Recorded data:
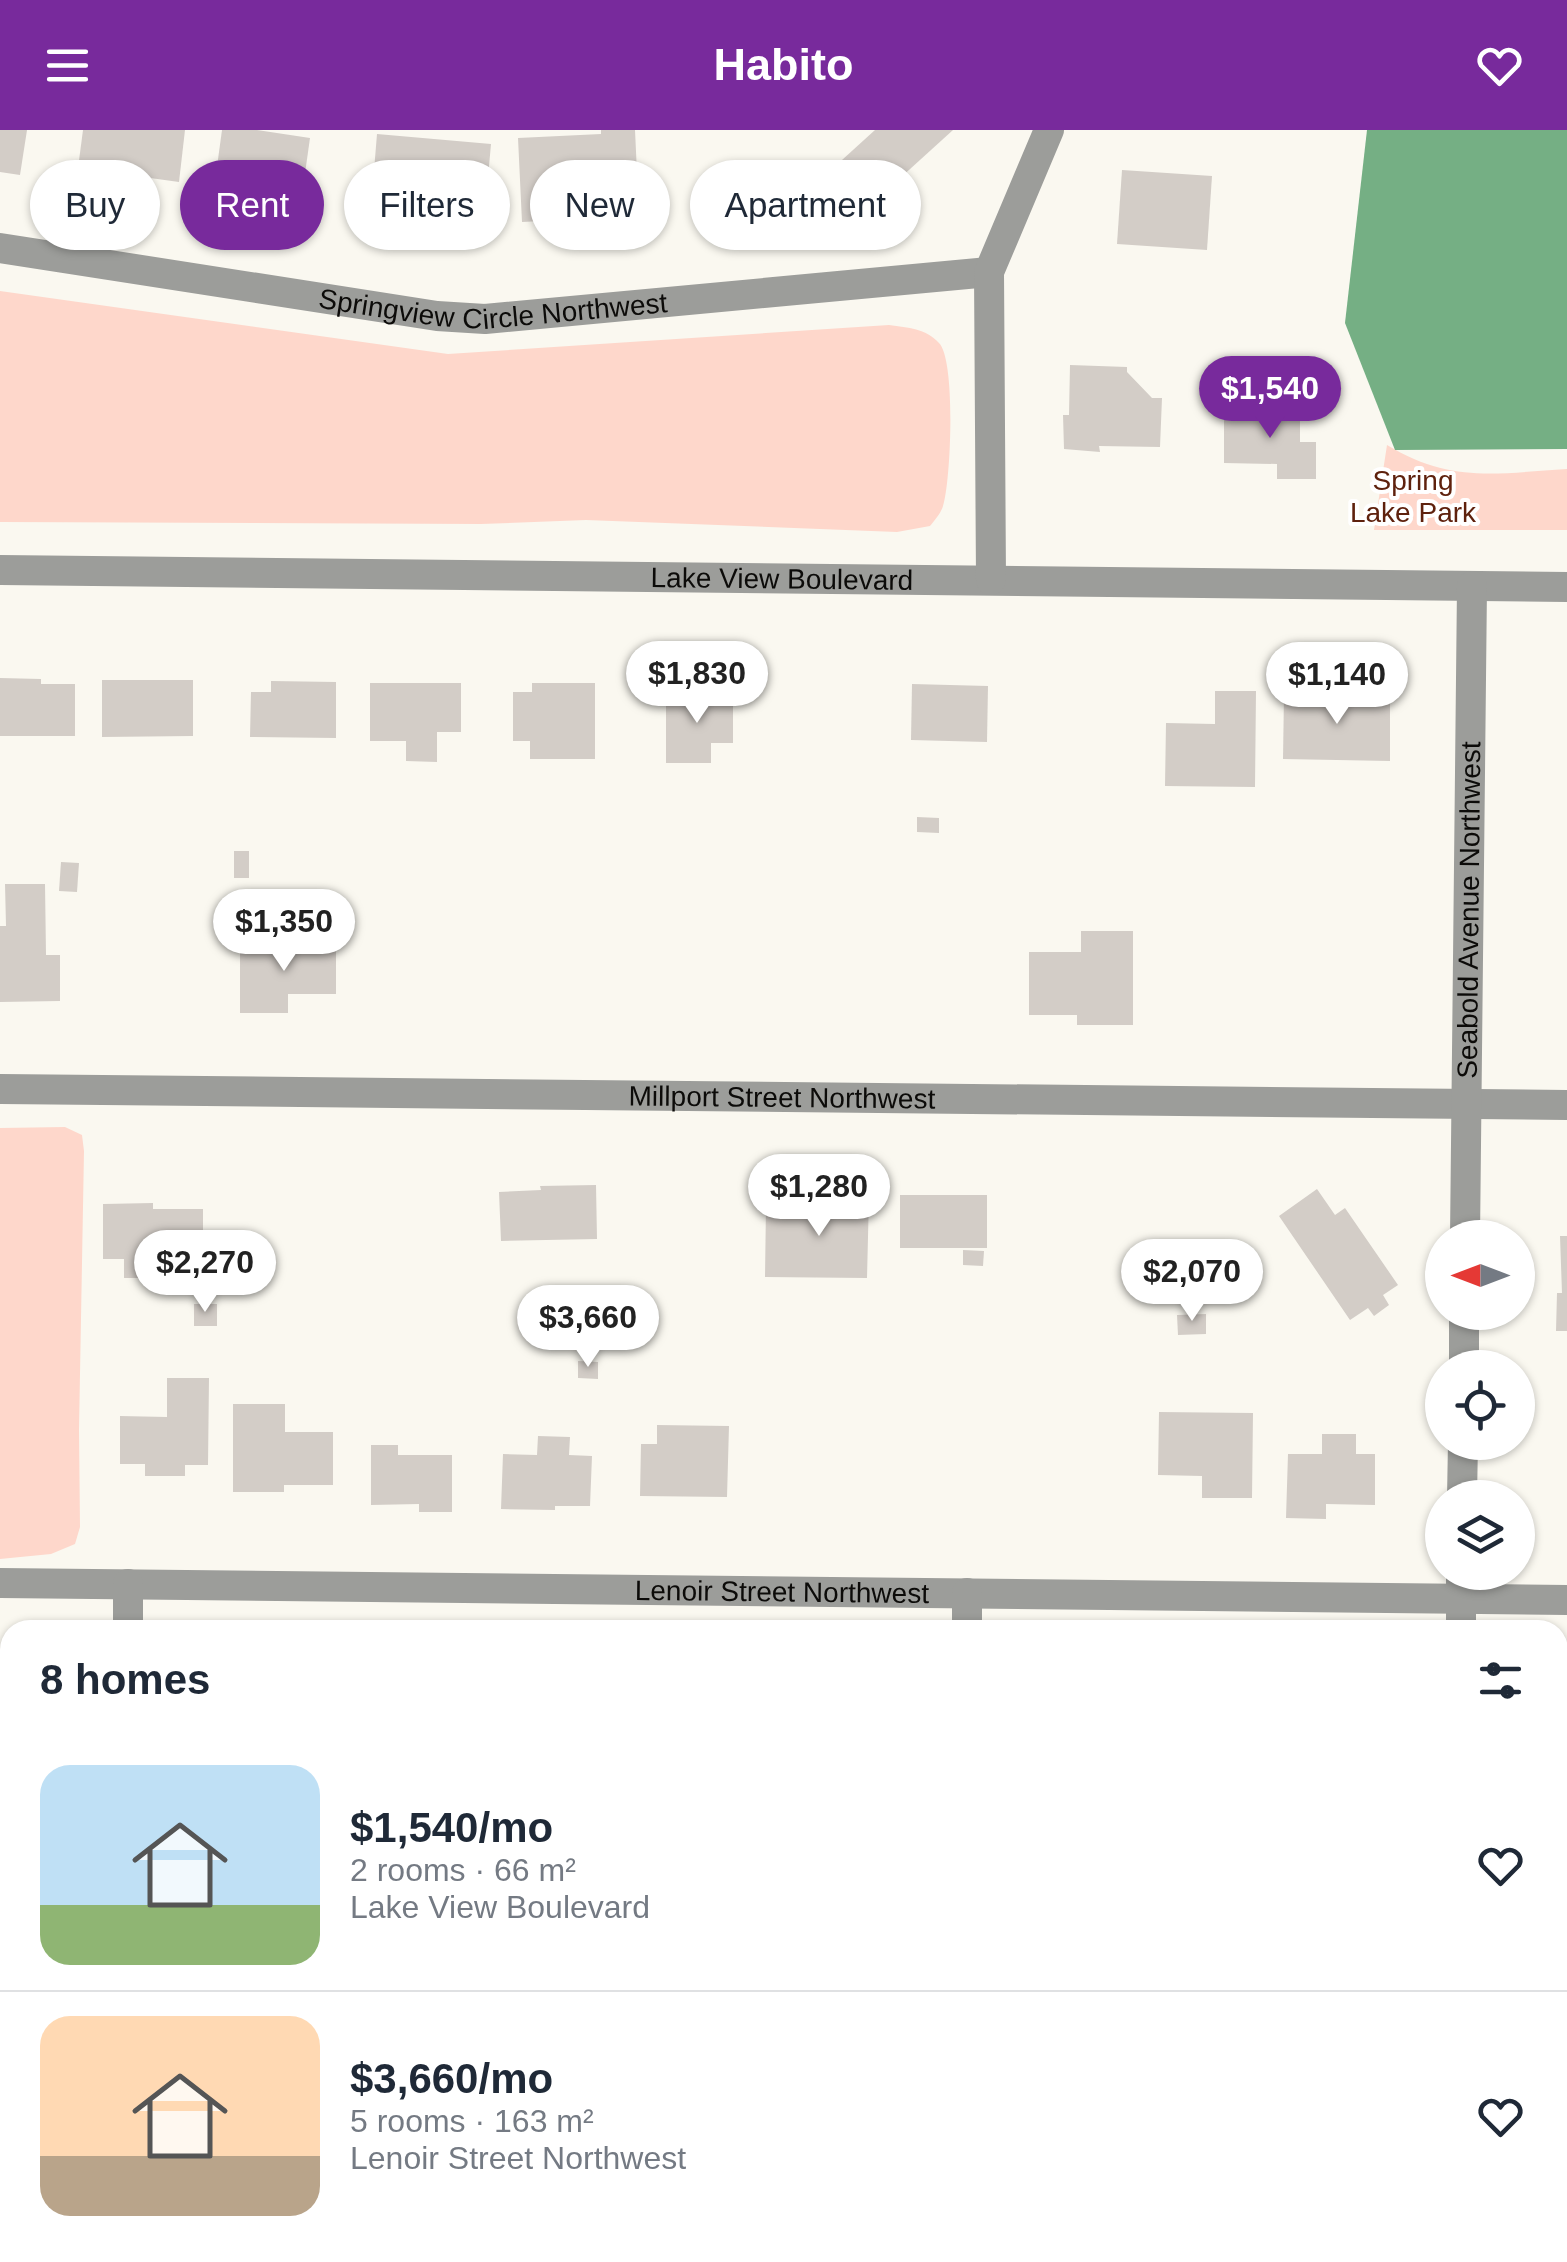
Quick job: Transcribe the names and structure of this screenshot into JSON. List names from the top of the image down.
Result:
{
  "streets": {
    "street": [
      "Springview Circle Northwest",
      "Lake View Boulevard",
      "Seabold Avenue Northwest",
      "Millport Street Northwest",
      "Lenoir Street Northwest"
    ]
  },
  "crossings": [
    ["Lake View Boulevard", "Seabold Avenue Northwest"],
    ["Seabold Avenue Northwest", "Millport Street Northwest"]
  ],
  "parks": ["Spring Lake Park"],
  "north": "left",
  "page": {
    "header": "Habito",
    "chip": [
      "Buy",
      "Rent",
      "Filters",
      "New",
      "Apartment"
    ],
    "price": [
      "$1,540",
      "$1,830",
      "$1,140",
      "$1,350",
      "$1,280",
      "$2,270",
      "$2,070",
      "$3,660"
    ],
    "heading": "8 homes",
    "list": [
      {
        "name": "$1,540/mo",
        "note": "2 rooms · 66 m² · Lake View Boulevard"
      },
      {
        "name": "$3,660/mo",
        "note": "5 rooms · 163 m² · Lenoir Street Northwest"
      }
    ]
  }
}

EXERCISE INSTRUCTIONS — The result should be a word-for-word restatement of all the data, without images.

THE ANSWER —
Quick job: Transcribe the names and structure of this screenshot into JSON. List names from the top of the image down.
Result:
{
  "streets": {
    "street": [
      "Springview Circle Northwest",
      "Lake View Boulevard",
      "Seabold Avenue Northwest",
      "Millport Street Northwest",
      "Lenoir Street Northwest"
    ]
  },
  "crossings": [
    ["Lake View Boulevard", "Seabold Avenue Northwest"],
    ["Seabold Avenue Northwest", "Millport Street Northwest"]
  ],
  "parks": ["Spring Lake Park"],
  "north": "left",
  "page": {
    "header": "Habito",
    "chip": [
      "Buy",
      "Rent",
      "Filters",
      "New",
      "Apartment"
    ],
    "price": [
      "$1,540",
      "$1,830",
      "$1,140",
      "$1,350",
      "$1,280",
      "$2,270",
      "$2,070",
      "$3,660"
    ],
    "heading": "8 homes",
    "list": [
      {
        "name": "$1,540/mo",
        "note": "2 rooms · 66 m² · Lake View Boulevard"
      },
      {
        "name": "$3,660/mo",
        "note": "5 rooms · 163 m² · Lenoir Street Northwest"
      }
    ]
  }
}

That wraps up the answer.